Он ткнул Теренция в живот своими цепями. Он питал ужасную злобу к этому человеку, которому так неслыханно повезло и который своим идиотским бегством погубил и себя и своих товарищей.
Теренций не ответил. Он страдал, правда, от голода, но еще больше от отсутствия ванны и парикмахера. Однако "ореол" его не покинул. Он, Теренций, высоко взлетел после первого своего падения, из пещер подземного города в пустыне он был снова вознесен на прежнюю высоту, переживет он и это падение. Грубая реальность близкого конца, глянувшая на него из резких, пискливых слов Кнопса, тотчас же преобразилась в его сознании в нечто более высокое. Он видел себя пригвожденным к кресту не как низкий предатель родины, а как герой трагедии, герой, которого сама судьба избрала своим врагом. И речи Кнопса не могли уязвить его.

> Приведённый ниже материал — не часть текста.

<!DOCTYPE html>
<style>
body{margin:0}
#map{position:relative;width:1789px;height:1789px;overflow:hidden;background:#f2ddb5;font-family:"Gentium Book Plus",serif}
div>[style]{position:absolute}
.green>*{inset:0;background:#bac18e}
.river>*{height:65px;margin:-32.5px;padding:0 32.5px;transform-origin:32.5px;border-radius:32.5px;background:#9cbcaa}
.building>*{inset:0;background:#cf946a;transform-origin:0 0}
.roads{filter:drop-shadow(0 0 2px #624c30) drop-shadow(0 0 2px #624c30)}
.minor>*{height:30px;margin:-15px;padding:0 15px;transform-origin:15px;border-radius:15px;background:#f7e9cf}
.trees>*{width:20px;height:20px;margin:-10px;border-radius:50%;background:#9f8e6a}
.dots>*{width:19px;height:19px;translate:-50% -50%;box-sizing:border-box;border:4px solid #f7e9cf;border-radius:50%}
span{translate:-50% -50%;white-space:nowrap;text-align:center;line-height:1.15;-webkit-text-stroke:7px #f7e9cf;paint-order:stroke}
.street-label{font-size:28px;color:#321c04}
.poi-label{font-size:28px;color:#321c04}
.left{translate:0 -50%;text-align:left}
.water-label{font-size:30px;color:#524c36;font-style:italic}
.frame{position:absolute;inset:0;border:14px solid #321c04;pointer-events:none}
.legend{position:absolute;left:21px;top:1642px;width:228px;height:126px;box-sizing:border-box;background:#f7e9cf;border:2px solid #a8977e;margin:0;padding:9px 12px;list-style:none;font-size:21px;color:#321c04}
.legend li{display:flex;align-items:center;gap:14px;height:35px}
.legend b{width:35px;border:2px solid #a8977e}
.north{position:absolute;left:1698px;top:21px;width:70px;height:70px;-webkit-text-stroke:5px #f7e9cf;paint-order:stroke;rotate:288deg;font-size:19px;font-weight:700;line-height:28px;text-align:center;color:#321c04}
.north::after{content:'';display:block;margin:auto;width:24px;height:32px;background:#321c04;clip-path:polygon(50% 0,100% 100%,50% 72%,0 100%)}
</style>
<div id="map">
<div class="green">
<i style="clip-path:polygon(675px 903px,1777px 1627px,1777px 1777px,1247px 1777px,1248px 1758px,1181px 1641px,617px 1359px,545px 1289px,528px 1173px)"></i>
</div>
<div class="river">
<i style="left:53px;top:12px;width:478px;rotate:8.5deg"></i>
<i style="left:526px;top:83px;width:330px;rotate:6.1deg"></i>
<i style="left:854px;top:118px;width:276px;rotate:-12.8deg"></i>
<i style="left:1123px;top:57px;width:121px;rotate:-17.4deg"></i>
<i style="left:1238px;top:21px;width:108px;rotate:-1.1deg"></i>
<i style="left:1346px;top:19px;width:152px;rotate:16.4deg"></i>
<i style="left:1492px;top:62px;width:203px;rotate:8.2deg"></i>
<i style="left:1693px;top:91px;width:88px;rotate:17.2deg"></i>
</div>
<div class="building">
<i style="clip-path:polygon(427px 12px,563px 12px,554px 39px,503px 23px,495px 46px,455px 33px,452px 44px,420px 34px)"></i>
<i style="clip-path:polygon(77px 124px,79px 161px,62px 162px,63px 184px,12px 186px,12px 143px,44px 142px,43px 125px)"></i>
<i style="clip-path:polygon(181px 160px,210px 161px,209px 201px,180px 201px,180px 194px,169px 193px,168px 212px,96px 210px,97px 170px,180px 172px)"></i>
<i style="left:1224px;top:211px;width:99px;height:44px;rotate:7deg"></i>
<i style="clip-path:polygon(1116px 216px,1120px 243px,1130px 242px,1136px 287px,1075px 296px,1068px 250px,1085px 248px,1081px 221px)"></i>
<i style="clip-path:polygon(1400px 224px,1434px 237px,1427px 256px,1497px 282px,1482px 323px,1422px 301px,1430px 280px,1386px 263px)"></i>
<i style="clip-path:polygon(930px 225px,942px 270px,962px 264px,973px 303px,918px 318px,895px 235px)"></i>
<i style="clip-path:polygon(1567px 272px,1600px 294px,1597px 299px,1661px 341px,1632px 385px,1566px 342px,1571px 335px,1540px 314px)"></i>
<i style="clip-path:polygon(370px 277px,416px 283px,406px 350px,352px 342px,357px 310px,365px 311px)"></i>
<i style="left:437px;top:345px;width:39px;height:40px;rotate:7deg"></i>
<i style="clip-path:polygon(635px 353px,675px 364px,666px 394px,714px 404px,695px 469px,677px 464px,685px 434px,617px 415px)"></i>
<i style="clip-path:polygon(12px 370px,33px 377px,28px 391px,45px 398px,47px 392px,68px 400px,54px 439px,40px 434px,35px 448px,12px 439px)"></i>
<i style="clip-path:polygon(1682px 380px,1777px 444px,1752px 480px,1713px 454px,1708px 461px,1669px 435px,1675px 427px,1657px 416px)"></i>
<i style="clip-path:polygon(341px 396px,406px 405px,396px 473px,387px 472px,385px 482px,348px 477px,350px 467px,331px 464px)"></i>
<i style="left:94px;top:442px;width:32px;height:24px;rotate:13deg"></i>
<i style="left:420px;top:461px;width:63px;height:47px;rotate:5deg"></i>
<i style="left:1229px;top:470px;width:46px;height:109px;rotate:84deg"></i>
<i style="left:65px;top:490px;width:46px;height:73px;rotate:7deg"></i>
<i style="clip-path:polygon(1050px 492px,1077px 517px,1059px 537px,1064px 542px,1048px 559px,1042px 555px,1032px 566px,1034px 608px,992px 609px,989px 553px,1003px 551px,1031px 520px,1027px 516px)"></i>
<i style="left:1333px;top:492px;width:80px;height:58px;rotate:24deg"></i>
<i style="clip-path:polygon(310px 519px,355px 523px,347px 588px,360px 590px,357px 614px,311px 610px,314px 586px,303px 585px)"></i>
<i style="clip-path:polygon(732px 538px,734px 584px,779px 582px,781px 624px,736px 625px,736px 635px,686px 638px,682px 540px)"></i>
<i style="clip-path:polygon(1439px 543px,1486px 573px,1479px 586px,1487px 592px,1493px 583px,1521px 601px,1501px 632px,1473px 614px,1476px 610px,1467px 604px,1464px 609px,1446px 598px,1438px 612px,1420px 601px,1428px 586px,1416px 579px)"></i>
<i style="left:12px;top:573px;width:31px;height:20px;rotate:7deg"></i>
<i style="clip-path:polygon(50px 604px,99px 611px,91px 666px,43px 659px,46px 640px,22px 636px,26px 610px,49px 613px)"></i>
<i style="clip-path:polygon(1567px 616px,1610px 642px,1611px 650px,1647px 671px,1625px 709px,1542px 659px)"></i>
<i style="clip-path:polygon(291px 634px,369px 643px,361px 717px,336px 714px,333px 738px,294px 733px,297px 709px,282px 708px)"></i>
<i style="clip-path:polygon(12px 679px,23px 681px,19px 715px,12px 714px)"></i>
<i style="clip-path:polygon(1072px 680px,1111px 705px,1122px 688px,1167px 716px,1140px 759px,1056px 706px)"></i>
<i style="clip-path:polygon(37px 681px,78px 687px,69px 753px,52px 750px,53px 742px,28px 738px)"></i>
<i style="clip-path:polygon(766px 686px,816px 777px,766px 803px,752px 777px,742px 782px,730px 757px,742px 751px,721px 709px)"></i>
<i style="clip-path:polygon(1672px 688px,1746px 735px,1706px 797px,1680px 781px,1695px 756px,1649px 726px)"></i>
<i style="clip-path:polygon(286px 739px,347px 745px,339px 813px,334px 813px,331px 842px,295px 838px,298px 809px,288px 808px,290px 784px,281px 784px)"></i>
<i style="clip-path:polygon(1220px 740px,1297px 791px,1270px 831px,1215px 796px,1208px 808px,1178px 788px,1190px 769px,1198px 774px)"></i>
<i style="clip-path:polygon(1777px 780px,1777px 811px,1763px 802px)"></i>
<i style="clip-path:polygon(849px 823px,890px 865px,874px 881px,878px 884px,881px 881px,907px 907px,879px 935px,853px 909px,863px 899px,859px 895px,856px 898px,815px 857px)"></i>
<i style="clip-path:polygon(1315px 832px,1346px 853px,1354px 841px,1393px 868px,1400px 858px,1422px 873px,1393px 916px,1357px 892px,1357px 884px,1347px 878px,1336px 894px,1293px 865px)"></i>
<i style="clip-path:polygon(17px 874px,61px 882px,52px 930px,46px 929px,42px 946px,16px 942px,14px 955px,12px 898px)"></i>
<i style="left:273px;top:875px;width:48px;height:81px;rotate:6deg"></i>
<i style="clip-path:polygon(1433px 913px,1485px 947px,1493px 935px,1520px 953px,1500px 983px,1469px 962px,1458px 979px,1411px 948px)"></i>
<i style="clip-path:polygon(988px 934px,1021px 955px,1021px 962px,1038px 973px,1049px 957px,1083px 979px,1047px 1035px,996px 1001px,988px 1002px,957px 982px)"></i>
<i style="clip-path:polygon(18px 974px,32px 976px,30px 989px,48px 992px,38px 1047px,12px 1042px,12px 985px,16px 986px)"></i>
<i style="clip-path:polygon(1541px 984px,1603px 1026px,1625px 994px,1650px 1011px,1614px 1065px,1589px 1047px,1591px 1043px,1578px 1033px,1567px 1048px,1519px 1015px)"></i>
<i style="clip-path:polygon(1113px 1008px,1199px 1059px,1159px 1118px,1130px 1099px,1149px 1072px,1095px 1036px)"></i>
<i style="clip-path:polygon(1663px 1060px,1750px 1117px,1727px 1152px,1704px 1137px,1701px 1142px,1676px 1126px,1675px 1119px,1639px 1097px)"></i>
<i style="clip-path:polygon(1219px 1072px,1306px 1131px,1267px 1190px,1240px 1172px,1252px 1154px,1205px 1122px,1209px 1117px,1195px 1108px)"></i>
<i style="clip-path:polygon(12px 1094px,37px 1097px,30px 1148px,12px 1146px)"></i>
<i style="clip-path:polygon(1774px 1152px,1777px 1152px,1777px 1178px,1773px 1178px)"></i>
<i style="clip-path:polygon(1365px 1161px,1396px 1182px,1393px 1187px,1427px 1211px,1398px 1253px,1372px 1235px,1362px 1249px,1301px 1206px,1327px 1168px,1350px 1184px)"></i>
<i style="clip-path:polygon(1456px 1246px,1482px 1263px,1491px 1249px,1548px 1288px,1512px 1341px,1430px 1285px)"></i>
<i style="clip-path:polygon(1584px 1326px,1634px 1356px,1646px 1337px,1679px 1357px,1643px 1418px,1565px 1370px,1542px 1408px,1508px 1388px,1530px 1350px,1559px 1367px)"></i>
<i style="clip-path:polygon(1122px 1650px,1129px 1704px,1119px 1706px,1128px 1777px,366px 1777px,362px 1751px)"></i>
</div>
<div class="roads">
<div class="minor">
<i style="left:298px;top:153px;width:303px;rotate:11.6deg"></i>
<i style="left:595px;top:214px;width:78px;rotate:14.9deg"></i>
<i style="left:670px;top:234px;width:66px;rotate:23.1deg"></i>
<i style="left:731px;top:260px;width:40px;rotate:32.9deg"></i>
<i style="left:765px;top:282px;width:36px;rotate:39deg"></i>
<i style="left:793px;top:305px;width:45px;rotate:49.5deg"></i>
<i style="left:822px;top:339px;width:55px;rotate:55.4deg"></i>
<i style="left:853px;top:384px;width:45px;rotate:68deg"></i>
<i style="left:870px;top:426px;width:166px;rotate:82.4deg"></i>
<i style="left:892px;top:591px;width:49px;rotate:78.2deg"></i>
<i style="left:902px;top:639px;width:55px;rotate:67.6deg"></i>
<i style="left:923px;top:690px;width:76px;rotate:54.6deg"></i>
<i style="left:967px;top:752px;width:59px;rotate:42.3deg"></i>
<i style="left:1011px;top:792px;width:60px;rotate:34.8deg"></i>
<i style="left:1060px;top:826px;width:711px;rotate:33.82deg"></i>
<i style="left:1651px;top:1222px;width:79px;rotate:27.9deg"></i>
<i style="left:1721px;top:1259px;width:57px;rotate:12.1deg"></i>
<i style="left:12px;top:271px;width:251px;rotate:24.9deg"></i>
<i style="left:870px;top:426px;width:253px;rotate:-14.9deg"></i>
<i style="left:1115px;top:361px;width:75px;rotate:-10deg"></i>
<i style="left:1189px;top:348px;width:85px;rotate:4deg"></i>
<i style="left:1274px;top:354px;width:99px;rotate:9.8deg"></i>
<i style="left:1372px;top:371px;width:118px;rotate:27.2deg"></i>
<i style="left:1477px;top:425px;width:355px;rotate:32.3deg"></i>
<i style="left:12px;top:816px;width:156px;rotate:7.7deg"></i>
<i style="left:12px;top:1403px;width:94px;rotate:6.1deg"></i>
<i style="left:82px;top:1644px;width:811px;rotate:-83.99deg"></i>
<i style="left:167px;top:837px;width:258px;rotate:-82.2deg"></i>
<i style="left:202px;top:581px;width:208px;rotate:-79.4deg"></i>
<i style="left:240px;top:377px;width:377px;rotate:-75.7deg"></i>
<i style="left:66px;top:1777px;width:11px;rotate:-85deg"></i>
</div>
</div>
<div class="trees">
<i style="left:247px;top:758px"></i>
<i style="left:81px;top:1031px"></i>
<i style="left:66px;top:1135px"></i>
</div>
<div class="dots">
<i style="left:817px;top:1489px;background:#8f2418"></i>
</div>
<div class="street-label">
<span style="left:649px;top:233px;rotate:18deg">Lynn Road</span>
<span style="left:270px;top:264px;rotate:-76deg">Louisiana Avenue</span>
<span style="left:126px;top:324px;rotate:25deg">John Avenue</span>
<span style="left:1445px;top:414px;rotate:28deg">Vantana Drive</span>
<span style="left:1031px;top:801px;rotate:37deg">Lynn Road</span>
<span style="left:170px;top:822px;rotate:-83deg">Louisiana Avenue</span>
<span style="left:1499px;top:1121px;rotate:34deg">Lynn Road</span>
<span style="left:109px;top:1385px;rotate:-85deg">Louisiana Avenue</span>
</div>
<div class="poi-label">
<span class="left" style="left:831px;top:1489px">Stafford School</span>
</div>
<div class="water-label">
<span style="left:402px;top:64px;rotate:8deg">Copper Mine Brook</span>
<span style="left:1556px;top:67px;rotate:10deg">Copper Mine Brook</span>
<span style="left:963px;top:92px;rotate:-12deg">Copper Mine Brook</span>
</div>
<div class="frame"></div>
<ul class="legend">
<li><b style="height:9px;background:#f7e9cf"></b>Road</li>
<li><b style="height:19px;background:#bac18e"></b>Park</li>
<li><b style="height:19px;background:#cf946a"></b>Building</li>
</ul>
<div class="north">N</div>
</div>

Еще через день в подземелье ввели третьего гостя. Но капитан Требон вошел иначе, чем Кнопс, - он вошел незакованный, статный, чистый, упитанный и по-прежнему полный жесткого юмора. Он держал в своих руках Эдесскую цитадель до последней минуты. В сущности, он должен был бы, когда его взяли в плен, броситься на меч. Но капитан Требон считал, что он не раз доказал свою храбрость и что, хотя офицер должен быть героем, это отнюдь не обязывает его исповедовать глупый стоицизм. Он и не помышлял о том, чтобы в угоду злому гению подохнуть раньше положенного срока. Ему приходилось видеть в своей жизни удивительнейшие капризы судьбы, сражения, когда, казалось, все неизбежно шло к гибели и вдруг чудесный оборот событий в последнюю минуту приносил спасение. Тот не настоящий солдат, кто не верит в свое счастье; без этой веры ни один солдат не пошел бы в бой.
В данную минуту, однако, он был здесь, в темнице, и коротал время, оглушительно хохоча над своими товарищами по несчастью. Они лежали в цепях, жалкие, униженные, он же, любимец армии, даже в неволе не потерял своей популярности, и обращение с ним было соответствующее. И правильно. Те двое, рабы, выродки, заслуживают, чтобы их распяли на кресте. Он же - вольнорожденный, у него, любимца армии, капитана Требона, есть свой дух-покровитель, и народ и армия попросту не потерпят, чтобы с ним расправились.
Сумерки подземелья наполнились громовыми раскатами его голоса, телесность капитана оживляла этот призрачный полумрак, его сильное дыхание, его запах побеждали близость потустороннего мира. Капитан гонял крыс и радушно, по-простецки, шутил со стражниками, переговариваясь с ними через стены. И потом снова, громко, немузыкально, жирным своим голосом пел песенку о горшечнике, с силой в такт ударяя Нерона по плечу или по ляжкам или тыча его в живот. Подобно всему народу, и он, Требон, обманут был этим поддельным императором, и, как весь народ, он мстил теперь за свое легковерие ему, разоблаченному, свергнутому.
И Кнопсу он старался отплатить за то, что столько времени вынужден был относиться к нему, как к равному. У Кнопса же от присутствия бывшего собутыльника настроение поднялось. Хотя обращение с Требоном было лучше, хотя Требон мог безнаказанно дразнить и мучить его, Кнопса, Кнопс теперь даже в большей степени, чем раньше, чувствовал свое превосходство. Куда этому чванливому дураку Требону до него, он, Кнопс, видит вещи в их настоящем свете. Они оба погибнут. Он и Требон. Но от Требона, когда его распнут, ничего не останется, а он, Кнопс, будет жить в своем маленьком сыночке. Значит, чья взяла?